Tuesday, December 29, 2015

Bates Motel (A Review)

Bates Motel is slick, entertaining and addictive. The name of the series naturally drew my attention with all the memories of Alfred Hitchcock’s classic thriller and I just HAD to watch. One always wonders about Norman Bates’ past and this series does a bang up job of presenting an amazingly well thought out perspective and context.

Before your very eyes, you see Norman evolve (not sure if that’s the right word here) from a gawky, innocent and shy teenager to a young adult with psychological problems due to his mother’s difficult childhood, his own encounters with the opposite sex and his coming to terms with his mental condition.

Without giving too much away, a quick summary/review of the series.

Set in modern day Oregon (though shot in British Columbia), the story is developed subtly and with extreme intelligence. 

The fact that murders are commonplace in the small town Norman (Freddie Highmore) moves to and lives in is explained well with the town’s own issues, problems and generally weird goings-on.  

Norma Bates’ personality spanning multicolor hues is richly portrayed by Vera Farmiga as you end up sympathizing with her in one scene to feeling she’s a real bitch in another.

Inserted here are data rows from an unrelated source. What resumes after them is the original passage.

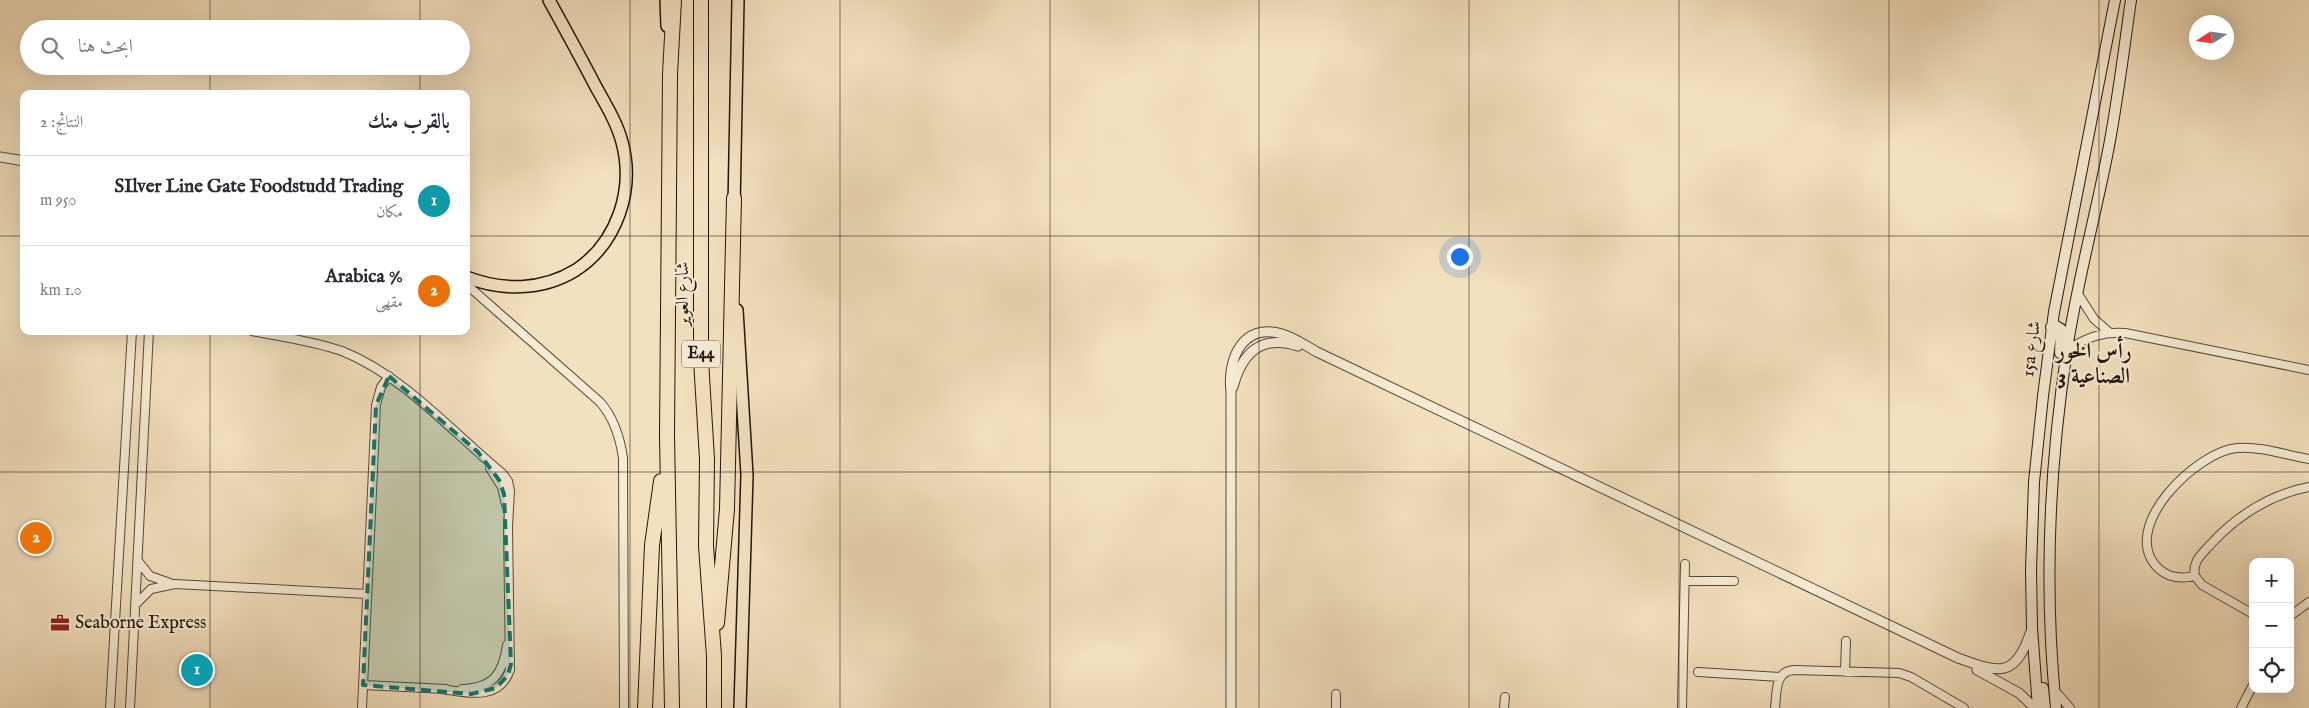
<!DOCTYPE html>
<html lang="ar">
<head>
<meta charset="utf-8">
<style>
  :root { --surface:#fff; --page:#f7f7f7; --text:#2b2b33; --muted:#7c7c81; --line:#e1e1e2; --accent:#8f2418 }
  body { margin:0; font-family:"IM FELL English",Amiri,serif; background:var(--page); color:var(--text); direction:rtl }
  .controls { position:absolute; right:15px; bottom:15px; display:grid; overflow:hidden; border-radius:10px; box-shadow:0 5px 20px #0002 }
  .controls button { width:45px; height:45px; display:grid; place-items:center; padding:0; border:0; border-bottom:1px solid var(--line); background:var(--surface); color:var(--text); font:25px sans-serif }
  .compass { position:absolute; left:2189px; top:15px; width:45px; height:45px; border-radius:50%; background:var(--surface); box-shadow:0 5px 20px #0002; rotate:258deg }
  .you { position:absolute; left:1459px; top:256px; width:18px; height:18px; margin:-12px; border:4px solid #fff; border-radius:50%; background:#1a73e8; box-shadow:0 0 0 8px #1a73e833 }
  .badge { display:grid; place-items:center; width:32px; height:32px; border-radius:50%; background:var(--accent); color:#fff; font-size:16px; font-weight:700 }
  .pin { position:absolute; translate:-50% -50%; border:2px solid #fff; box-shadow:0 1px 5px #0006 }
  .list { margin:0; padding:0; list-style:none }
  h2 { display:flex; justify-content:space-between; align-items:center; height:65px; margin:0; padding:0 20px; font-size:21px }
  h2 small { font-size:16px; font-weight:400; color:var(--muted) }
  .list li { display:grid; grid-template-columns:32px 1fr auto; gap:15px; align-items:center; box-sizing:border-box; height:90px; padding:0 20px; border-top:1px solid var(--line) }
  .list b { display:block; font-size:19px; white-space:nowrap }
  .list p { margin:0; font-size:16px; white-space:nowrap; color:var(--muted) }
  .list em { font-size:16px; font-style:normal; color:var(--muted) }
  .icon { flex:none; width:28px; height:28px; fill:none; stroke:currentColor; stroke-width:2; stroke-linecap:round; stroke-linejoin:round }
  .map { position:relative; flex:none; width:2309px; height:708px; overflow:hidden; direction:ltr }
  .search { position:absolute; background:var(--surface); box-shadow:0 5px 20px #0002; left:20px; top:20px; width:450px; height:55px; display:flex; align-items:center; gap:12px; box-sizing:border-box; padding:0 18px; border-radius:28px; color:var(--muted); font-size:19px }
  .panel { position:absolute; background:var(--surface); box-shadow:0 5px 20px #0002; left:20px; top:90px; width:450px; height:245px; border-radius:10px; direction:rtl }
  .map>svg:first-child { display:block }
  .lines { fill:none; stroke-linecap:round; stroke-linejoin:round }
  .minor-casing { stroke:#574838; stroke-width:10 }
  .tertiary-casing { stroke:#574838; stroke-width:11 }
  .secondary-casing { stroke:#23150c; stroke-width:12 }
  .primary-casing { stroke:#23150c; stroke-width:14 }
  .motorway-casing { stroke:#23150c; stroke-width:16 }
  .minor { stroke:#f7ebd5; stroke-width:8 }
  .tertiary { stroke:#f7ebd5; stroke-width:9 }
  .secondary { stroke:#f7ebd5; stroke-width:10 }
  .primary { stroke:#f3e0be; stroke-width:11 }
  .motorway { stroke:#f3e0be; stroke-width:14 }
  .marked { fill:#0f766e; fill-opacity:0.2; stroke:#0f766e; stroke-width:4; stroke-dasharray:10 6; stroke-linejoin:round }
  .grid { fill:none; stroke:#23150c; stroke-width:1; stroke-opacity:0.55 }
  .labels { text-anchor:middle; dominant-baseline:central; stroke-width:4; stroke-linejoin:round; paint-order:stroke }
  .shield { fill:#f7ebd5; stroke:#635548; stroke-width:1 }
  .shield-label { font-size:16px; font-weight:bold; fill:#23150c }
  .street-label { font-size:18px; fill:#23150c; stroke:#f7ebd5 }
  .poi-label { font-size:18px; fill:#23150c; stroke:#f7ebd5; text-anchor:start }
  .district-label { font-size:22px; font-weight:bold; fill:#23150c; stroke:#f7ebd5 }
</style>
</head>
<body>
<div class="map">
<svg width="2309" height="708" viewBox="0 0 2309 708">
  <rect width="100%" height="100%" fill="#f3e0be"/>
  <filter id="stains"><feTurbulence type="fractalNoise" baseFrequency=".004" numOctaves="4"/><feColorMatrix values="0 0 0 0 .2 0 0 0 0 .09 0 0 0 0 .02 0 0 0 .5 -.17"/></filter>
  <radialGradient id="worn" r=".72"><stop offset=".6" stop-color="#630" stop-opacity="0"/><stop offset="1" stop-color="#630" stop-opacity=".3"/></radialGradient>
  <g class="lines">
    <g class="minor-casing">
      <path id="minor" d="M 466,284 L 600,402 C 614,418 620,437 623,458 L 624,708
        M 2078,294 L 2094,319 L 2109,332
        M 252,331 C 282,337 313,341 342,351 C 404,376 451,431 502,473 L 508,481 L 510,491 L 508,527 L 510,670 C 499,701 468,693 442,689
        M 2067,350 C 2086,338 2103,331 2125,333 L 2309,370
        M 490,468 L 502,487 L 506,505
        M 138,561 L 150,576 L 170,583
        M 2195,576 C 2182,579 2169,578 2159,569 C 2116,529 2197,451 2237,448 C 2260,446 2286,455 2309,459
        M 1685,581 L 1734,581
        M 137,603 L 151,589 L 175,584 L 367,594
        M 2253,614 L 2202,585 L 2195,576 C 2192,562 2201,555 2209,546 C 2237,515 2269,495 2309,487
        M 2290,616 L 2309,602
        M 1698,672 L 1780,677
        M 1845,672 L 1846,641
        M 363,685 L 446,689
        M 462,689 C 493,688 503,674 507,645
        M 2055,691 L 2070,708
        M 1336,694 L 1336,708
        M 110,708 L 132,331
        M 130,708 L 149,331
        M 362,708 L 376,405 L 381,387 L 389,376
        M 1504,708 L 1505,697
        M 1682,708 L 1685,564
        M 1775,708 C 1777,694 1774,671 1794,670 L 1899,673 L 1911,677 L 1964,708
        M 2241,708 L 2253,685"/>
    </g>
    <g class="tertiary-casing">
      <path id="tertiary" d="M 0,157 L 24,161
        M 1233,387 C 1242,353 1261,334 1298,346
        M 1977,670 L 2019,693 L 2035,708
        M 1231,708 L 1231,392 C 1227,360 1242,322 1282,334 C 1294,337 1306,346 1317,352 L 1958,658 C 1999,673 2015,679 2031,631"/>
    </g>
    <g class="secondary-casing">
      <path id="secondary" d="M 2051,327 L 2056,326 L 2061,329 L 2060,353
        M 2043,688 L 2045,708
        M 2038,708 L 2032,628 L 2031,570 L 2034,482 L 2043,396 L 2054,312 L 2115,0
        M 2056,708 C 2044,589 2049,468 2067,350 C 2077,282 2096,214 2109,146 C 2118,98 2124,49 2131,0"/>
    </g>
    <g class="primary-casing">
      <path id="primary" d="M 666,0 L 667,26
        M 734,207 L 738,0
        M 466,277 C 502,291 542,291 576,270 C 617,243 635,190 622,142 C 617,123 606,105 596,87 C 581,58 565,29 549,0
        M 737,310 L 747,475 L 740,708"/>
    </g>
    <g class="motorway-casing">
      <path id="motorway" d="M 701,0 L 701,360 L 707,459 L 706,546 L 714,656 L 714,708
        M 717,623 L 727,509 L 734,198
        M 645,708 L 652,545 L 661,481
        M 672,708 L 667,436 L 670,74 L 674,0"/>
    </g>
    <use href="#minor" class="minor"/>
    <use href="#tertiary" class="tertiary"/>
    <use href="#secondary" class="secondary"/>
    <use href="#primary" class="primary"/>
    <use href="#motorway" class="motorway"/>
  </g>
  <path class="marked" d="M 389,376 L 478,452 L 499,480 L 504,494 L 511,664 L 508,675 L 496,688 L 471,694 L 363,685 L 376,405 Z"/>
  <path class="grid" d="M 210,0 L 210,29M 420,0 L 420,29M 630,0 L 630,708M 840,0 L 840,708M 1050,0 L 1050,708M 1259,0 L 1259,708M 1469,0 L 1469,708M 1679,0 L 1679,708M 1889,0 L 1889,708M 2099,0 L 2099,708M 210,66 L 210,94M 420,66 L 420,94M 0,236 L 24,236M 466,236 L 2309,236M 210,331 L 210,708M 420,331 L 420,708M 0,472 L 2309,472"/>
  <defs>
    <g id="office-bare" transform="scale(1.5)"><path d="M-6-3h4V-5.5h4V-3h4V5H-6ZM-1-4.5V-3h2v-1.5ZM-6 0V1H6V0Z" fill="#8f2418" stroke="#f7ebd5" stroke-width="2.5" paint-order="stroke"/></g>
  </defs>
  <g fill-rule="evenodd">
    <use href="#office-bare" x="60" y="623"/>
  </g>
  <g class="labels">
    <rect class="shield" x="682" y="340.5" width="38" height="27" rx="4"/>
    <g class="shield-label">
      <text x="701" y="354">E44</text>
    </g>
    <g class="street-label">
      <text transform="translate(683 294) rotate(-90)">شارع العوير</text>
      <text transform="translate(2032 349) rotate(-83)">15a شارع</text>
    </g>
    <g class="poi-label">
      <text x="75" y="623">Seaborne Express</text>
    </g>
    <g class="district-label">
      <text x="2094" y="352">رأس الخور<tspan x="2094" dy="25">الصناعية 3</tspan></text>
    </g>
  </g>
  <rect width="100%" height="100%" filter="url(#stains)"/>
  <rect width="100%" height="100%" fill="url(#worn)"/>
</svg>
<div class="controls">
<button>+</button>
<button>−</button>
<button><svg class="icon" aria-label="locate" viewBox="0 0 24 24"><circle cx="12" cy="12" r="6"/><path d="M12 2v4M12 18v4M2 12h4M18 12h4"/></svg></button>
</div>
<svg class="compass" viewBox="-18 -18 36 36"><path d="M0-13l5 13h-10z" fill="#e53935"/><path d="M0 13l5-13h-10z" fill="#7c7c81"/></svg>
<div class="you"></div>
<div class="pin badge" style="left:197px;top:670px;background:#0f9aa8">1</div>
<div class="pin badge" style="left:36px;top:538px;background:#e8710a">2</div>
<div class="search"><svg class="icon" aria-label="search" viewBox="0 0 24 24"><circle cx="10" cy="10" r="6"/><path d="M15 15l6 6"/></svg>ابحث هنا</div>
<section class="panel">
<h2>بالقرب منك<small>النتائج: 2</small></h2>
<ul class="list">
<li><span class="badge" style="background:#0f9aa8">1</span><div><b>SIlver Line Gate Foodstudd Trading</b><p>مكان</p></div><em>950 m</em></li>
<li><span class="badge" style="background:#e8710a">2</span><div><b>% Arabica</b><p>مقهى</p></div><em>1.0 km</em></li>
</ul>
</section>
</div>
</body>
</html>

The conflict and anguish within her are evident as she realizes her son is not all there and she becomes the controlling mother in Hitchcock’s narrative. The subtlety of the series shows up in a few ways here. Her hair which is initially blond and wavy in Season 1 slowly makes way to the silver colored bun that is a hallmark of the movie. In another scene, Norman is sleeping in his bed and she’s rocking back and forth on the chair that is unmistakably reminiscent of the movie.

The relationship between Norman and his mother also slowly changes as he starts realizing what he’s becoming and Norma’s helplessness as she attempts to cope with her own life and his. Shades of the Oedipus complex show up in flashes providing some explanations to his eventual persona.

The show is far from one dimensional with Norman’s elder brother thrown in the mix. Relatively more normal than his sibling and mother, the brother’s character only evokes empathy as he’s a man with a good heart and readily bails out his family from trouble which Norma and Norman keep getting into. As the town sheriff says in one scene to Norma ‘You seem to always attract trouble’ or something to that effect.  There’s also the girl who helps out at the motel and always wants to help but feels excluded from the psychotic whirlpool that is the Bates family.  Other characters include the town’s enigmatic sherif and the shifty uncle from the past.

Every aspect of the Norman Bates character is explained down to the tiniest detail including the reason that the Bates house is full of stuffed dead animals and his voyeurism.

The series has you on the edge every minute of every episode. One cannot do justice to it in a write-up. Scary, thoughtful, provocative and intensely brilliant and definitely worth a view.

Just make sure it’s not the last thing you watch before you switch off the lights to go to sleep at night.